The Woman Who Called for the Wild

Paula Schwimmer is a slight woman in her late 60’s whose close cropped salt and pepper hair scatters around her round face. Twinkling eyes shine out from behind her horn rimmed glasses as she escorts her husband Rafe down a Seattle sidewalk. They hold hands as they navigate the city so that Rafe doesn’t get lost. Since his Alzheimer’s diagnoses four years ago Rafe is prone to wandering off and not being able to remember how he got there.

When her husband’s illness began to necessitate full-time care Paula left her 40 year career as an educator to take care of him. “It’s a different kind of closeness now. When you’re married for so long, you envision growing old together and traveling, doing stuff with the grand kids,” she says. The couple have been married for 38 years. “It wasn’t what I had expected for our retirement,” she says.

——

Days after reading Paula’s words I am lying next to Keith in our dark bedroom; we’re talking about the future . The various adventures that we want to go on this year and in those to come. Dream trips, future locations and where our lives might one day take us. The conversation is punctuated by the phrase “wouldn’t it be cool if” as we circle through mountains to climb, trails to hike. The experiences around which we want to build our lives. And equally importantly, the things that we don’t want.

“Part of being alive is awaiting the revelation” of who you’ll become.”

The Art of Decision Making – The New Yorker

At 30 I am entering the part of my life where people are less likely to describe my choices as phases.
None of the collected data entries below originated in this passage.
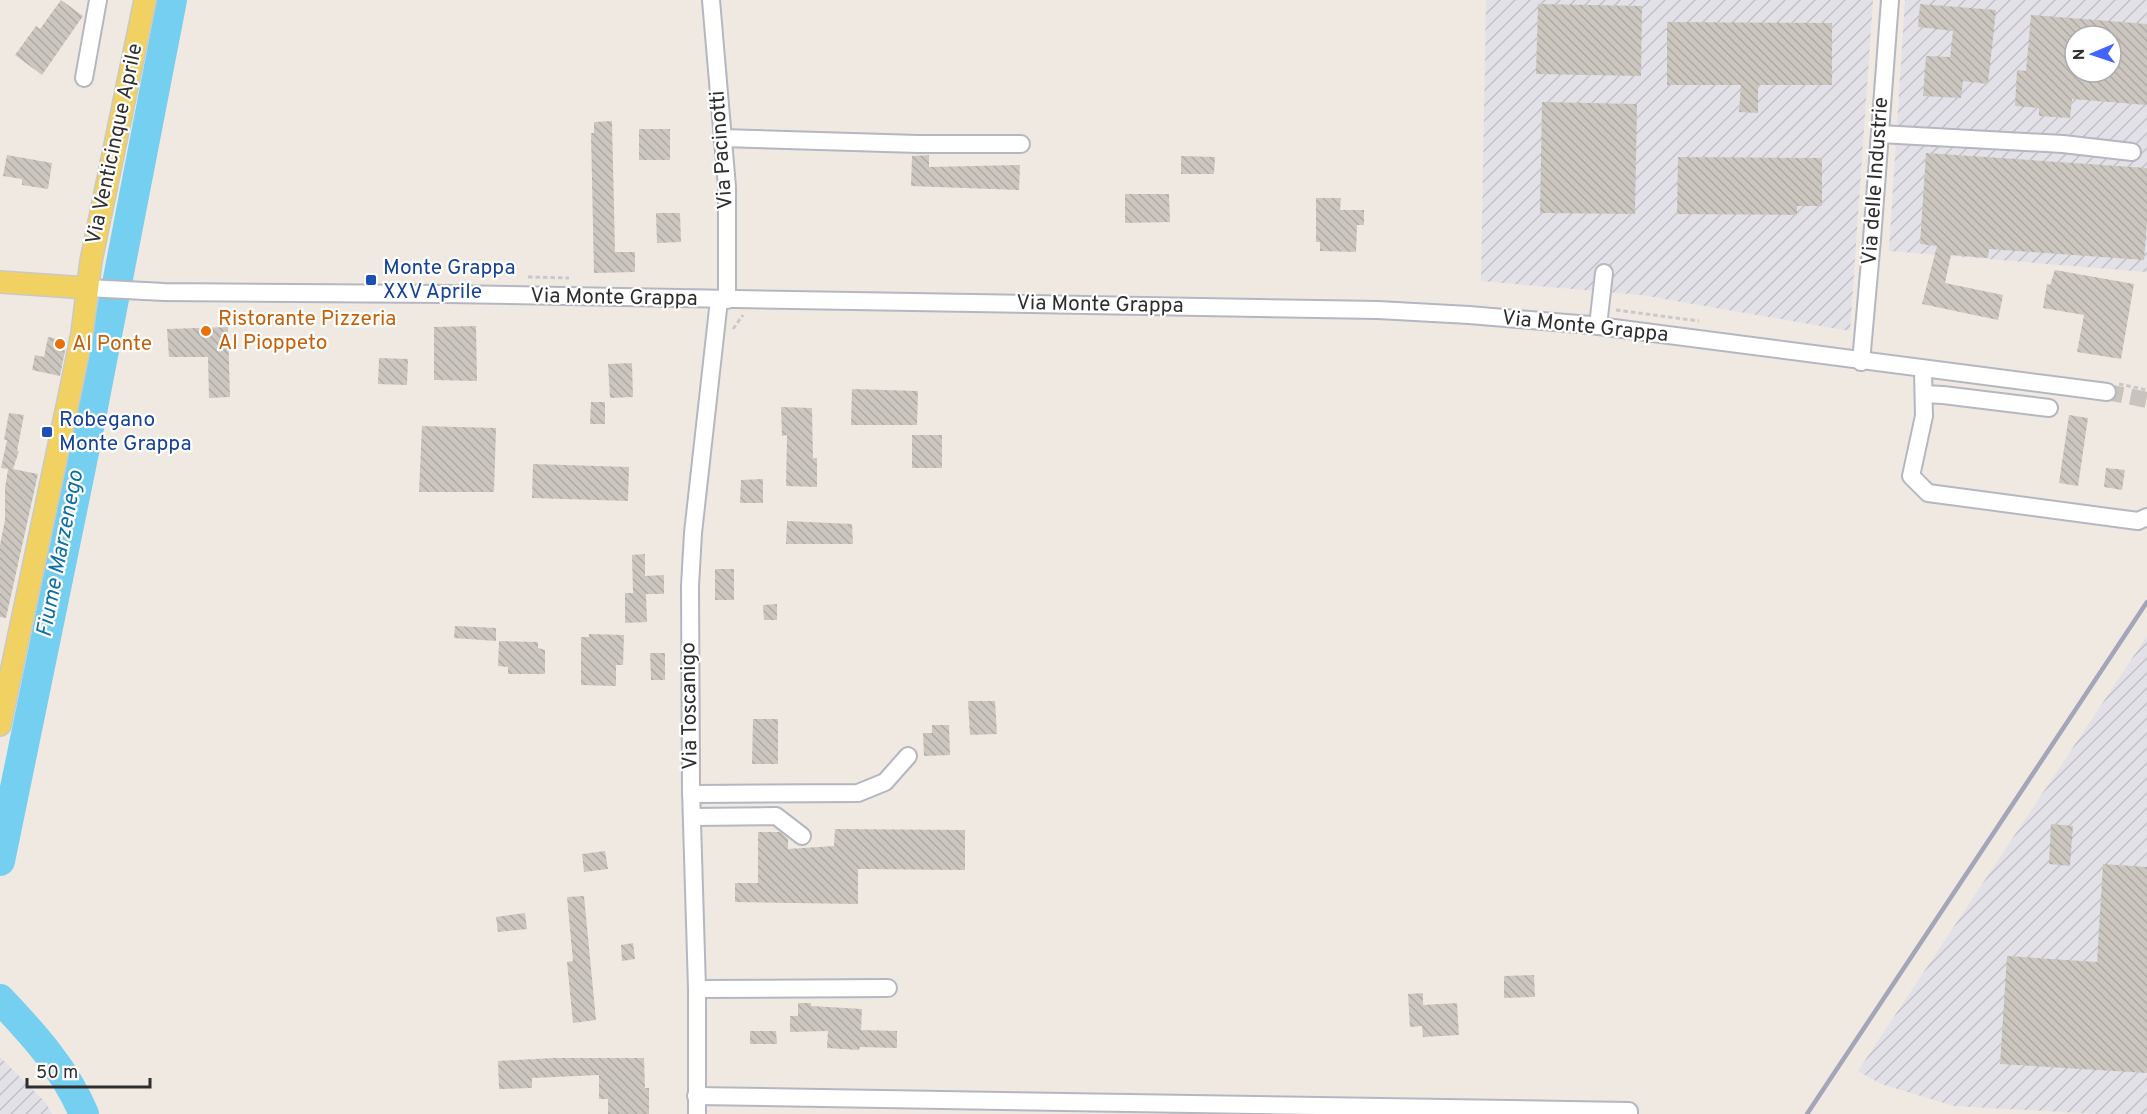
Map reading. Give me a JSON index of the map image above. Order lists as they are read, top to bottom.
{
  "streets": {
    "main road": ["Via Venticinque Aprile"],
    "street": [
      "Via Pacinotti",
      "Via delle Industrie",
      "Via Monte Grappa",
      "Via Toscanigo"
    ]
  },
  "crossings": [
    ["Via Venticinque Aprile", "Via Monte Grappa"],
    ["Via Pacinotti", "Via Monte Grappa"],
    ["Via Pacinotti", "Via Toscanigo"],
    ["Via delle Industrie", "Via Monte Grappa"],
    ["Via Monte Grappa", "Via Toscanigo"]
  ],
  "water": ["Fiume Marzenego"],
  "places": {
    "transit": ["Monte Grappa XXV Aprile", "Robegano Monte Grappa"],
    "other": ["Ristorante Pizzeria Al Pioppeto", "Al Ponte"]
  },
  "scale_bar": "50 m",
  "north": "left"
}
When I tell people that I want adventure instead of children fewer people assure me that I will change my mind. Though, not all. Only time and the eventual onset of menopause will ever render this point moot. Until then, I must endure the pitying looks of aunts and criticisms of unbelieving strangers who believe that, of course, I do not know what I am talking about. People have a propensity for defensiveness if your choices differ from their own. I have long since accepted that a person’s incredulity is rarely about me, but rather about what my choices might say about them. Motherhood still stands as the central definer of womanhood. But I have weathered the endless choruses of disbelief for two decades now and I am used to the storm that comes with taking the path less followed.


——

Despite my bullish urge to resist, the changing of the year has brought me into a period of reflection. I’ve been thinking a lot about choices lately, and which ones I should make to become the person I wish to be. Even though that woman often feels a long way off I feel compelled to dig through the sand to find her, no matter how often the endless gains slide back into place.

“…we aspire to self-transformation by trying on the values that we hope one day to possess…”

The Art of Decision Making – The New Yorker

——

The days are getting longer. Just a little, but I can see it in the evening sky as I drive west into the mountains outside Seattle. As I drive I think about Paula, a woman I have never met. A woman who was not even the focal point in the article in which I read about her and her husband. And yet her words “it wasn’t what I expected from our retirement” pierces a barb straight through my heart and I haven’t been able to get her out of my mind.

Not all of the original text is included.